Après plusieurs mois de préparation, Quideos change d’échelle. Fondée en 2023 par Gaël Pagès et Mickaël Delmas, lla fintech française, spécialisée dans la couverture des prix sur les produits agricoles non cotés, vient de boucler une levée de fonds de 5,2 millions d’euros. Le tour de table est mené par les fonds d’investissement Demeter et Breega, avec la participation du Groupe Crédit Agricole, ainsi que d’investisseurs historiques comme la société de gestion Clint Capital. Cette opération marque une étape clé pour la startup, qui dispose désormais des moyens nécessaires pour passer à un déploiement commercial à grande échelle. 

Les fonds levés doivent permettre, d’une part, de convertir les nombreux contacts commerciaux déjà établis en clients actifs, avec lesquels Quideos travaille depuis plusieurs mois. D’autre part, la fintech prévoit de renforcer ses équipes à partir de 2026, afin d’accompagner la montée en charge de son activité. 

Une réponse aux fortes variations des prix agricoles 

La solution développée par Quideos repose sur un principe de protection et d’anticipation des prix. Concrètement, la startup conçoit des contrats de couverture permettant de fixer à l’avance un prix d’achat ou de vente sur une période donnée.

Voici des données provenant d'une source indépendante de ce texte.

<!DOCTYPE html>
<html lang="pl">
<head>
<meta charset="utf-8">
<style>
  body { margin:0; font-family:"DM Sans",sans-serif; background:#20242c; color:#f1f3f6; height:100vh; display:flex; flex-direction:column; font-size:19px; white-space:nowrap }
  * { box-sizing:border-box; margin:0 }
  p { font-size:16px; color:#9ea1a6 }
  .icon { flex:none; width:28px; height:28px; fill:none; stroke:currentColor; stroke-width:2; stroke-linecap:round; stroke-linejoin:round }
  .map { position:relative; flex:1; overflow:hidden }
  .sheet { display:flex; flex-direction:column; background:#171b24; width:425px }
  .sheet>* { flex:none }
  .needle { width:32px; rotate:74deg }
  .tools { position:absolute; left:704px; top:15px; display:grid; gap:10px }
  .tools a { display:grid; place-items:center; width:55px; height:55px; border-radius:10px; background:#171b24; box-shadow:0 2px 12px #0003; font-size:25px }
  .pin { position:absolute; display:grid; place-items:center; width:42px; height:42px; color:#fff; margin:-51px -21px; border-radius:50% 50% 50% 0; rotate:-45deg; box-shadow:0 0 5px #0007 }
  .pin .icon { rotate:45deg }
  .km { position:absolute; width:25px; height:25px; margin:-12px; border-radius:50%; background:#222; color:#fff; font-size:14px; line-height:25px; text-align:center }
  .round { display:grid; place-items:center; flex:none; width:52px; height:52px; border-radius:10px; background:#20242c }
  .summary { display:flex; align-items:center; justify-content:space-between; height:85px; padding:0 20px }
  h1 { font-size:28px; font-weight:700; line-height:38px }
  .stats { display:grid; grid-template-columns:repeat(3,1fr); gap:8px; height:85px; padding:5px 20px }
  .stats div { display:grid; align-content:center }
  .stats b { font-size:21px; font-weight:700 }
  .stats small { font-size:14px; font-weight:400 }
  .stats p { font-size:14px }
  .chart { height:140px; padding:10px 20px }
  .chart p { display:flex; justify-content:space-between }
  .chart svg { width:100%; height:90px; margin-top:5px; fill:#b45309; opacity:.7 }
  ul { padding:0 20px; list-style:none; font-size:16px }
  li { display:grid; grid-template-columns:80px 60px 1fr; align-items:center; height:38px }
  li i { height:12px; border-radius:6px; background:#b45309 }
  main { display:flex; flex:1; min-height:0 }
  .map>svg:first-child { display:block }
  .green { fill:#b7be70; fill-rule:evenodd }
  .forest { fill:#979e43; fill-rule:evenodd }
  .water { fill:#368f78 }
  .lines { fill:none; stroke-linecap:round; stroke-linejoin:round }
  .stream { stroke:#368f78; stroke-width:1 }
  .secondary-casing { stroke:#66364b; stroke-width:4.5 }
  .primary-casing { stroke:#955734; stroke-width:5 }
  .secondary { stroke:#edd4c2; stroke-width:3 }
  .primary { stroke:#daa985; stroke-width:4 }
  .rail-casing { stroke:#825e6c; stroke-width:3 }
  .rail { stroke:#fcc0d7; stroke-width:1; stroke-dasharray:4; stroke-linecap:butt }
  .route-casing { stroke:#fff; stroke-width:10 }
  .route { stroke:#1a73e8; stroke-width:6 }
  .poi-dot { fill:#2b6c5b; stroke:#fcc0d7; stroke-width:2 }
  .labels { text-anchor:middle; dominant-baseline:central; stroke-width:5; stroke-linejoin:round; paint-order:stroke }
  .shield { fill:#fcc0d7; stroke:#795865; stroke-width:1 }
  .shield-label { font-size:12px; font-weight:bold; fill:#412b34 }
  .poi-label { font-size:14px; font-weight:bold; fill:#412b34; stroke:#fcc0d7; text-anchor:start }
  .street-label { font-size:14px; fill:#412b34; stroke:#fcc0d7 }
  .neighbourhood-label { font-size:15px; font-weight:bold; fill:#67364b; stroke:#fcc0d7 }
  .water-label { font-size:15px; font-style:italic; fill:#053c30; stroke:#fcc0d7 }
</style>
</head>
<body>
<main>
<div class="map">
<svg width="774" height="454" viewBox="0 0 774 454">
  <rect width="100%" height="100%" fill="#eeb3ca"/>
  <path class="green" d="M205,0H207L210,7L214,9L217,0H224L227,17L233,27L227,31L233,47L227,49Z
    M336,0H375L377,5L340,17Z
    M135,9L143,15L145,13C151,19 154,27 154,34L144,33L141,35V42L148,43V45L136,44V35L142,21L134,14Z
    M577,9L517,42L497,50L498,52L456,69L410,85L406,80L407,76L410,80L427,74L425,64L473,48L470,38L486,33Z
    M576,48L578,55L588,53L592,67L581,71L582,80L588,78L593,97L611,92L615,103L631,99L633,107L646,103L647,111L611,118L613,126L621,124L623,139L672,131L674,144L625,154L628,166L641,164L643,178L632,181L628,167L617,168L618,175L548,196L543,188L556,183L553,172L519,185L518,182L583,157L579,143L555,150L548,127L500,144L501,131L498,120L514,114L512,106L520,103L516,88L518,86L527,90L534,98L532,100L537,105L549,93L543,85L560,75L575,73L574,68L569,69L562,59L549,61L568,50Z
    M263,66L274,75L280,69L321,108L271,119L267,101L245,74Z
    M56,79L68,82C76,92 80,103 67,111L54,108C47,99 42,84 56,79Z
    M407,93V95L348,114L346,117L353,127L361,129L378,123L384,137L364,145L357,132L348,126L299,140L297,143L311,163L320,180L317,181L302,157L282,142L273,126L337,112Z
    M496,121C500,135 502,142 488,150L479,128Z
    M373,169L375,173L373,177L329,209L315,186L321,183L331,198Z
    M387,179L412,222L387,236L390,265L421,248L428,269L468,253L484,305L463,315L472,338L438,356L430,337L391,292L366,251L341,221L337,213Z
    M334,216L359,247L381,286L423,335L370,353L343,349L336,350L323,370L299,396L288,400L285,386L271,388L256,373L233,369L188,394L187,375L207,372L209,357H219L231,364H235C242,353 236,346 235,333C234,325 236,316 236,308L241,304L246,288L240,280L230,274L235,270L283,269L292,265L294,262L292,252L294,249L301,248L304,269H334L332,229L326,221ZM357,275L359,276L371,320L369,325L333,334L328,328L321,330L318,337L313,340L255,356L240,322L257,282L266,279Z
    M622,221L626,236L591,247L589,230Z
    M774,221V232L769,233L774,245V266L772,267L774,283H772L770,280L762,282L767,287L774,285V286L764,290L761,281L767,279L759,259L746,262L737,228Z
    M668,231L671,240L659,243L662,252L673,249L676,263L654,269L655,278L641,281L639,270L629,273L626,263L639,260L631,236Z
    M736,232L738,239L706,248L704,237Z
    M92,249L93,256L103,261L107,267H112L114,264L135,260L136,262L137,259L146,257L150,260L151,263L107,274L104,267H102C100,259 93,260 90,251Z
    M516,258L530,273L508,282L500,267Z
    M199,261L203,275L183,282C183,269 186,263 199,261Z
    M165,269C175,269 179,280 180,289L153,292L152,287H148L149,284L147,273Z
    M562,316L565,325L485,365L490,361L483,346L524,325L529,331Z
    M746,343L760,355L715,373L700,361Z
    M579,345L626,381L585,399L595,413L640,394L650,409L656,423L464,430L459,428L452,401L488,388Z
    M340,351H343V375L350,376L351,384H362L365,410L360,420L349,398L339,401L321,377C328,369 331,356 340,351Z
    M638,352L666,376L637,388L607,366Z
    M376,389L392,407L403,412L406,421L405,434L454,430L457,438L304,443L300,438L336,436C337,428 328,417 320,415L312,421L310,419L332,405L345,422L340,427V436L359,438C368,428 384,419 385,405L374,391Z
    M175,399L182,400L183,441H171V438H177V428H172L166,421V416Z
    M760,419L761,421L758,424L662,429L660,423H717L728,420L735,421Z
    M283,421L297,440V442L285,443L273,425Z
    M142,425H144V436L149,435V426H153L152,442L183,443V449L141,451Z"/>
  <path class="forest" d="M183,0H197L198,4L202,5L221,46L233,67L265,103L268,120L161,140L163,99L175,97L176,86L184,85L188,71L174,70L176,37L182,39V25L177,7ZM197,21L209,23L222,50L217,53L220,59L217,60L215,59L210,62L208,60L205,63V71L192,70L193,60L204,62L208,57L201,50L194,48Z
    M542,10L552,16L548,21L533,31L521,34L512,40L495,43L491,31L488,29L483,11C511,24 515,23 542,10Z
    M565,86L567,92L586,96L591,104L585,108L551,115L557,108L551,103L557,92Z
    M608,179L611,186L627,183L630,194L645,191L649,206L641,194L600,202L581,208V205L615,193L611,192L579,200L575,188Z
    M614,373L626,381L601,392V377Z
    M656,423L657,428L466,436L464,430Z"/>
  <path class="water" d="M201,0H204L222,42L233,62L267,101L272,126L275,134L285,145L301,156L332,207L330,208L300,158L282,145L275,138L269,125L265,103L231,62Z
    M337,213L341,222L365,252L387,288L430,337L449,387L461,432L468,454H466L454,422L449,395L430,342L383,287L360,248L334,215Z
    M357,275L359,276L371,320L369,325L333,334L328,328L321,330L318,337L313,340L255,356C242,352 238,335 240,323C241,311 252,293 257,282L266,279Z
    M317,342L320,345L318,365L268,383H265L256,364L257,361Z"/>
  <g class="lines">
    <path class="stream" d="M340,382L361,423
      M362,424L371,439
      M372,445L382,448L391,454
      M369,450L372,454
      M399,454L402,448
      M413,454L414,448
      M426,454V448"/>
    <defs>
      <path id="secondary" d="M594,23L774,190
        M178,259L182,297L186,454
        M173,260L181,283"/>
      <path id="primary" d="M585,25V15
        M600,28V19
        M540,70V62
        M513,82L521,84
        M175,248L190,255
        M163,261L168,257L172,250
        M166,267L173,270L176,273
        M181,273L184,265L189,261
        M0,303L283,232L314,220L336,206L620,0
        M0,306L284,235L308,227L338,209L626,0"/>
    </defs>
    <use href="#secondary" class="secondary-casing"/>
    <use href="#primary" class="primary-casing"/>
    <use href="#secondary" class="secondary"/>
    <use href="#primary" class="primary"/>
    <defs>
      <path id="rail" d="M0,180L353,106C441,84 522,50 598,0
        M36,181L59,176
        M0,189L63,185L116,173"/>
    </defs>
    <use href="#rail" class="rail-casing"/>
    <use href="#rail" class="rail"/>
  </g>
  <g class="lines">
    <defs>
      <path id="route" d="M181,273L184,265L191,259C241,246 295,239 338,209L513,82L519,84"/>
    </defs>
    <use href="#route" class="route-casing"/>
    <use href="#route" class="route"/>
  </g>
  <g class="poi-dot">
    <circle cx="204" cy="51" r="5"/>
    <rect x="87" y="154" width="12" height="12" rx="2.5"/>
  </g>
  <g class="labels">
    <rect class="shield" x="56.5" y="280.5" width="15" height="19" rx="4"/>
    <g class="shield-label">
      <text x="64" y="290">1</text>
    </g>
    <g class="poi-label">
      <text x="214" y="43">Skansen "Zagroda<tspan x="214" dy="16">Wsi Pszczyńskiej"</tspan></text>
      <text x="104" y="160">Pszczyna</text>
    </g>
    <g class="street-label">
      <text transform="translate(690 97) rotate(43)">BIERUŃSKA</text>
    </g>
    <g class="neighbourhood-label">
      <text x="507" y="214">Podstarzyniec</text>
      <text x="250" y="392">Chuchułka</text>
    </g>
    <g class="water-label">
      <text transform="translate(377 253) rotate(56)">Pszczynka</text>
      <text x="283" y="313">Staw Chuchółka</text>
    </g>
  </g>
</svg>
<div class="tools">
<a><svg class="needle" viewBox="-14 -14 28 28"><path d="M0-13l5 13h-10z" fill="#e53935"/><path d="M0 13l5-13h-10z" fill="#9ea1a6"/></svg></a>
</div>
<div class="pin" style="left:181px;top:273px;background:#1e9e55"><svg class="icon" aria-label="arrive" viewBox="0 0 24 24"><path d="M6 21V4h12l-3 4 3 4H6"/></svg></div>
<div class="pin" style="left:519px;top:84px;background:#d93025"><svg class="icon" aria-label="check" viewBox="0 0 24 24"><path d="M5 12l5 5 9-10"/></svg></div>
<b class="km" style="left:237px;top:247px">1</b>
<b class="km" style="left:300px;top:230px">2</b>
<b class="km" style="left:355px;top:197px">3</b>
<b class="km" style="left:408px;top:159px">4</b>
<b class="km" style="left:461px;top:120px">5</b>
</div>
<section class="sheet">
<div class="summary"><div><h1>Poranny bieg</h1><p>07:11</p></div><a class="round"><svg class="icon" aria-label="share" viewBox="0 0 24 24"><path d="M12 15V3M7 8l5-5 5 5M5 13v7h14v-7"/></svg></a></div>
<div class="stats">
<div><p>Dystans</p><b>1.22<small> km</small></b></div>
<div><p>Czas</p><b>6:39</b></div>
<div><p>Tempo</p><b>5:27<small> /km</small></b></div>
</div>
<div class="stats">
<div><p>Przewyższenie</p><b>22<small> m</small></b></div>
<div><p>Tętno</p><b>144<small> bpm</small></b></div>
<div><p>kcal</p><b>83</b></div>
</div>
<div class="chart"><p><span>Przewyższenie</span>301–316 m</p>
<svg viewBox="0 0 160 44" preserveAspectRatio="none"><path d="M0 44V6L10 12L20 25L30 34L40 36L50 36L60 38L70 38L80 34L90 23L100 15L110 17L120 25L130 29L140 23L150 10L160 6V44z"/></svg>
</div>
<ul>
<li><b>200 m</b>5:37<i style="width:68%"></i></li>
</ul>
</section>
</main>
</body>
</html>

L’objectif est de réduire les risques liés aux variations de marché et d’offrir une meilleure visibilité économique aux acteurs de la filière. 

En effet, les prix des produits agricoles peuvent fortement fluctuer d’une année sur l’autre, notamment en cette période d'incertitudes géopolitiques. Ce qui créé une instabilité économique pour les agriculteurs, les coopératives et les industriels agroalimentaires. Aujourd’hui, les outils de couverture concernent principalement les matières premières cotées comme le blé, le maïs ou le soja. 

« Nous avons conçu Quideos pour répondre à un problème très concret rencontré par les acteurs agricoles au quotidien : l’impossibilité de se protéger contre des variations de prix de plus en plus brutales. Cette levée de fonds nous donne les moyens de transformer cette innovation en un outil opérationnel à grande échelle », explique Mikaël Delmas, CEO et cofondateur de Quideos. Selon la startup, plus de 80 % des produits agricoles non listés en Bourse, comme les fruits, légumes, viande ou encore poisson, ne disposent aujourd'hui d’aucun mécanisme de protection face à ces fluctuations.  

Pas de spéculation

Ses outils s’adressent aux acteurs agricoles qui souhaitent sécuriser leurs marges. Pour y accéder, les clients doivent prouver qu’ils achètent ou vendent réellement les produits concernés. Il ne s’agit donc pas de spéculation, mais bien d’un accompagnement d’activités économiques concrètes.

Les clients paient une prime, dont le montant dépend de la quantité de produits couverts, de la durée de la protection et du prix souhaité. Si les prix du marché évoluent à la hausse, la prime représente simplement le coût fixé de cette protection. En cas de baisse du marché, une compensation financière est versée aux clients.

Quideos se rémunère ainsi sur ces primes. Les contrats sont construits à partir d’indices de prix basés sur des données publiques et privées, issues notamment de l’Insee, de FranceAgriMer, de la Commission européenne ou encore du Marché du porc français.

Un cadre réglementaire long à obtenir 

Quideos a dû attendre plus de 18 mois pour obtenir un agrément d’entreprise d’investissement de classe 2. Cette autorisation, délivrée par l’Autorité de contrôle prudentiel et de résolution (ACPR) sous le contrôle de l’Autorité des marchés financiers (AMF), était indispensable pour lancer commercialement ses solutions dans un cadre réglementé et sécurisé. 

En 2024, Quideos avait déjà levé 1 million d'euros pour structurer l’entreprise, développer les outils de calcul des primes et concevoir les premiers contrats de couverture.  Fin 2025, l'annonce d'une levée de fonds de 5,2 millions d’euros auprès de Demeter et Breega, Clint Capital et de business angels, se concrétise enfin, en ce début d'année 2026. Un tour de table notamment rejoint par le Crédit Agricole. 

Des ambitions de croissance en France et en Europe 

Avec cette nouvelle levée, Quideos entend accélérer le déploiement de sa solution sur le marché français. À horizon 2029, la fintech ambitionne de couvrir l’équivalent d’un milliard d’euros d’achats ou de ventes de produits agricoles. 

À plus long terme, l’entreprise prévoit d’étendre son activité à d’autres pays européens, en s’appuyant sur le passeport réglementaire associé à son agrément. La priorité reste toutefois une montée en charge progressive en France, avant d’envisager un déploiement à l’échelle européenne.